Walter Jens und Hans Küng: Menschenwürdig sterben. Ein Plädoyer für Selbstverantwortung. Erweiterte und aktualisierte Neuausgabe. München 2009. 16,95 Euro. ISBN 978-3-492-05276-4

[06.04.2009, 16:23:03]
Lutz Barth 
Causa Jens - ein Einzelschicksal
Die Frage, ob der Wunsch von W. Jens weiterhin Geltung beansprucht, soll hier nicht beantwortet werden, wohl aber der Umstand, dass ich persönlich in einer solchen Fallkonstellation meinen Willen beachtet wissen möchte! Wir müssen Obacht geben, dass die causa Jens nicht dazu führen wird, dass im Allgemeinen den Gesunden für den Fall ihrer späteren Demenzerkrankung die Möglichkeit abgesprochen wird, in einer Verfügung Festlegungen für den selbstbestimmten Tod zu treffen.

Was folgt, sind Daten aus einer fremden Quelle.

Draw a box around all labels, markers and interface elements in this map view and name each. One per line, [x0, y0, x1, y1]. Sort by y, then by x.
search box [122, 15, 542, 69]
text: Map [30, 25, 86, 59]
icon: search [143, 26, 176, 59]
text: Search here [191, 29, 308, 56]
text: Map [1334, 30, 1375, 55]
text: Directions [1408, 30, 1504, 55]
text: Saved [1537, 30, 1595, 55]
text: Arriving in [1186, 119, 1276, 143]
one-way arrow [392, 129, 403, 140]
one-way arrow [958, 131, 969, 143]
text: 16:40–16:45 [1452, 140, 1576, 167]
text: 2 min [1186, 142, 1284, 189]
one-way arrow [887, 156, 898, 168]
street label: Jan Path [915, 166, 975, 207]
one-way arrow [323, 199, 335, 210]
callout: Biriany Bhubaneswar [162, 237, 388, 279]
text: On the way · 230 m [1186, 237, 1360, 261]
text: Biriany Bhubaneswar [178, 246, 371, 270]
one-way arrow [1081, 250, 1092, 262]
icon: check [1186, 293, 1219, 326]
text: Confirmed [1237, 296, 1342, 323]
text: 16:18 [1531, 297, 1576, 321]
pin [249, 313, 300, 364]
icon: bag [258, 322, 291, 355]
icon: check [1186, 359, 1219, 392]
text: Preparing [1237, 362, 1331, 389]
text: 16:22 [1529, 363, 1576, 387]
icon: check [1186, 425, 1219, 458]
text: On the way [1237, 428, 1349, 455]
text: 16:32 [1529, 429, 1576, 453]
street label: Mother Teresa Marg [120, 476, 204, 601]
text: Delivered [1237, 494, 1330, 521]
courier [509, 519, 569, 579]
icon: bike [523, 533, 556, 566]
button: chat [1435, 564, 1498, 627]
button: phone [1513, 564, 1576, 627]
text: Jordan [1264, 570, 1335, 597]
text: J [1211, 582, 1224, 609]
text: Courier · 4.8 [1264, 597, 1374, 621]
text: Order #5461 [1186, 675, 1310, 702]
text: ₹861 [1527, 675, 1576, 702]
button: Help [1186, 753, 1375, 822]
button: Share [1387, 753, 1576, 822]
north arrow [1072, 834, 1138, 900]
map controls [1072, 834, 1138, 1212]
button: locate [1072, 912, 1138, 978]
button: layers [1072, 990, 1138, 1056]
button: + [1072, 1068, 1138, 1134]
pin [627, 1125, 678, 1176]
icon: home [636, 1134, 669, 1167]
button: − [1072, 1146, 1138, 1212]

Das Leben mit Demenz kann – wie vielfach geschrieben wird – durchaus lebenswert und sinnstiftend sein; hieraus aber eine allgemeingültige moralische Regel ableiten zu wollen, dass der Demenzkranke nicht im Voraus über seinen Tod bestimmen kann, weil er gleichsam eine andere Person geworden sei und im Übrigen sich Lebensfreude durch ein Lächeln zu artikulieren vermag, ist nicht anbefohlen. Insofern ist das Schicksal des Herrn Jens ein Einzelschicksal, aus dem keine (!) weiteren moralischen Anweisungen folgen. Nehmen wir das Selbstbestimmungsrecht ernst, dann korrespondiert mit der Wahrnehmung der Selbstbestimmung auch die Last der Verantwortung, da der einmal geäußerte Wille nach Beachtung verlangt und zwar gerade in den Fällen, in denen der autonome Patient sich nicht mehr äußern kann. Von daher ist der Fall einer Demenzerkrankung geradezu ein klassischer Anwendungsfall für eine Patientenverfügung, wenn wir denn eine Behandlung ausgeschlossen wissen wollen. Für uns dürfen wir – entgegen dem mainstream – eine abweichende Beurteilung von „lebenswert“ vornehmen, so dass wir mit Blick auf unsere individuelle Entscheidung das „Dammbruchargument“ zwar vernehmen, hierauf aber nicht zu hören brauchen.